Ivana Braga, an organizer for the march stated, "As we leave this march, I know that the black woman's fight in Brazil is stronger... We won't be as invisible any more, and our concerns and needs will start to be addressed on the political agenda."

== Situation in Brazil ==

=== Violence ===
According to Mapa da Violencia 2015, violence against black women in Brazil increased by 54 percent between 2003 and 2013. In 2013 alone, more than 2,800 black women died from violence. Violence against white women in the same 10-year period decreased 18 percent. Additionally, of the 60,000 homicides in Brazil each year, more than 40,000 are Afro-Brazilian, meaning black women are losing their family members at a higher rate than white women, and thus suffering greater rates of psychological and emotional trauma than their white counterparts.

According to Newsweek's Why the Progress Made by Brazil's Activists Might Now Unravel, of 16 percent of the killings in Rio over the last five years, and from 2010 to 2013, 79 percent of those victims were black. Under the current presidency of Michel Temer, proposals set forth by the Rousseff administration to decrease homicides through targeted police training and monitoring have been discarded.

=== Workplace Discrimination ===
Statistics from Mapa de Violence 2015 show that on average black women earn approximately 364 dollars per month, which is 44 percent of the average pay for white men, 75 percent of the pay for black men and 60 percent of the pay for white women.

=== Body Exploitation ===

==== Carnival ====
In 2013, Nayara Justino was voted as the Globeleza, a samba dancing representative for the carnival season, only to be removed shortly after for allegedly being too dark. Justino was replaced by a much lighter skinned black woman with mixed descent. Justino faced racist harassment via social media, and was given no concrete reason by Globo, the company behind the Globeleza as to why she was replaced.

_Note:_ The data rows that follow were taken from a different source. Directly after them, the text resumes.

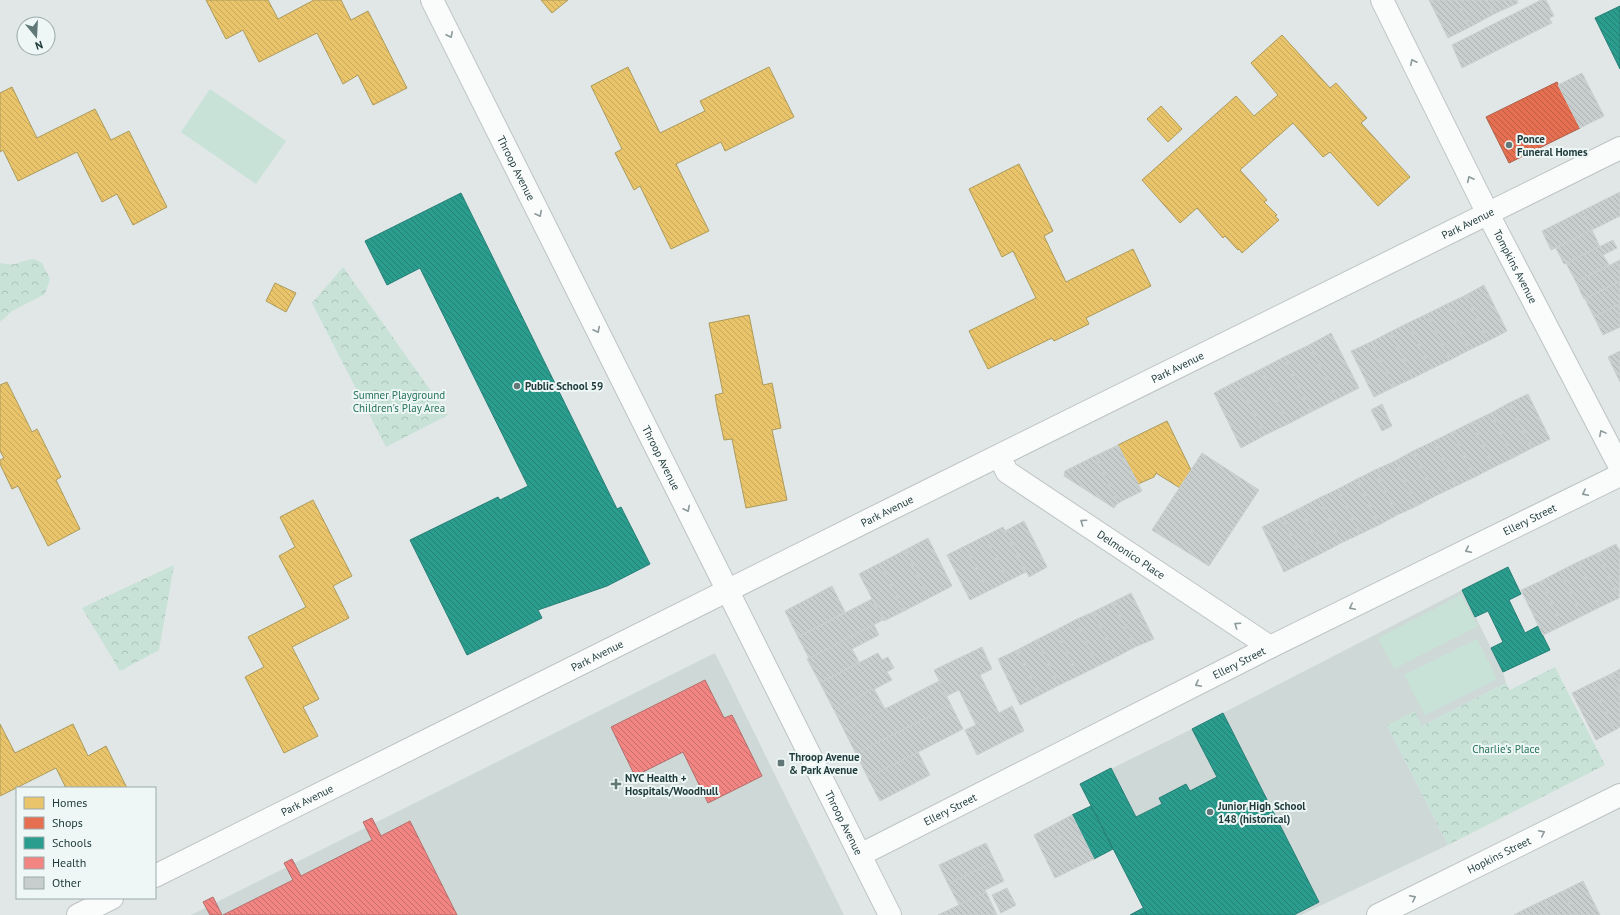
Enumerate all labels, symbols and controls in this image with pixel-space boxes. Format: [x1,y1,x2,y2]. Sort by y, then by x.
north arrow [16,16,56,56]
one-way arrow [445,31,453,38]
text: N [33,38,45,53]
one-way arrow [1410,59,1418,67]
place label: Ponce Funeral Homes [1517,132,1588,159]
street label: Throop Avenue [494,133,538,203]
marker: Ponce Funeral Homes [1504,140,1514,150]
one-way arrow [1468,176,1475,183]
street label: Park Avenue [1439,204,1497,242]
one-way arrow [534,210,542,217]
street label: Tompkins Avenue [1490,227,1541,306]
one-way arrow [592,326,600,333]
street label: Park Avenue [1149,348,1206,386]
place label: Public School 59 [525,379,603,393]
marker: Public School 59 [512,381,522,391]
park label: Sumner Playground Children's Play Area [353,388,445,415]
street label: Throop Avenue [639,423,683,493]
one-way arrow [1599,429,1607,437]
one-way arrow [1582,488,1589,496]
street label: Park Avenue [858,492,916,530]
street label: Ellery Street [1501,500,1559,538]
one-way arrow [682,505,690,512]
one-way arrow [1080,519,1087,527]
street label: Delmonico Place [1095,527,1168,582]
one-way arrow [1465,545,1473,553]
one-way arrow [1348,602,1356,610]
one-way arrow [1235,623,1242,630]
street label: Park Avenue [568,636,626,675]
street label: Ellery Street [1210,643,1268,682]
one-way arrow [1194,679,1202,687]
park label: Charlie's Place [1472,742,1540,756]
place label: Throop Avenue & Park Avenue [789,750,860,777]
marker: Throop Avenue & Park Avenue [776,758,786,768]
place label: NYC Health + Hospitals/Woodhull [625,771,719,798]
marker: NYC Health + Hospitals/Woodhull [610,778,622,790]
street label: Park Avenue [279,781,336,819]
legend [16,787,156,899]
street label: Throop Avenue [822,788,866,858]
street label: Ellery Street [921,790,979,829]
text: Homes [52,795,87,810]
place label: Junior High School 148 (historical) [1217,799,1306,826]
marker: Junior High School 148 (historical) [1205,807,1215,817]
text: Shops [52,815,83,830]
one-way arrow [1538,831,1546,838]
street label: Hopkins Street [1465,833,1533,877]
text: Schools [52,835,92,850]
text: Health [52,855,86,870]
text: Other [52,875,81,890]
one-way arrow [1409,895,1417,903]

Traditionally, the role of the Globeleza is given to lighter skinned black women, cited as perhaps the only time black women are represented and celebrated in Brazilian media, representative of the hyper-sexualization of black women.

=== Sexual Tourism ===
Due to the abolition process with no minimum humanitarian base, the image of Afro-Brazilian women is often linked to prostitution, and this was accentuated even more in the years of military dictatorship (De Politica Politica), where the image of a country of marvels was sold as treats for foreigners.

=== Temer Presidency ===
Temer is determined to cut back on spending for health care, education, social programs, and "cap minimum wage increase", policies that directly harm Afro-Brazilians and the poor. Temer's actions are in direct opposition to the political allies that Afro-Brazilians found during the Lula and Rousseff administrations. Under Lula and Rousseff, Afro-Brazilians received state help to get out of poverty and received university aid though affirmative action policies. Temer has downsized Brazil's ministry of racial equality, negatively impacting affirmative action, black history education programs, and anti-racism education initiatives. Additionally, despite high rates of violence towards Afro-Brazilians by authorities, policies set by Temer's predecessor Dilma Rousseff to decrease homicides through targeted police training and monitoring have been discarded.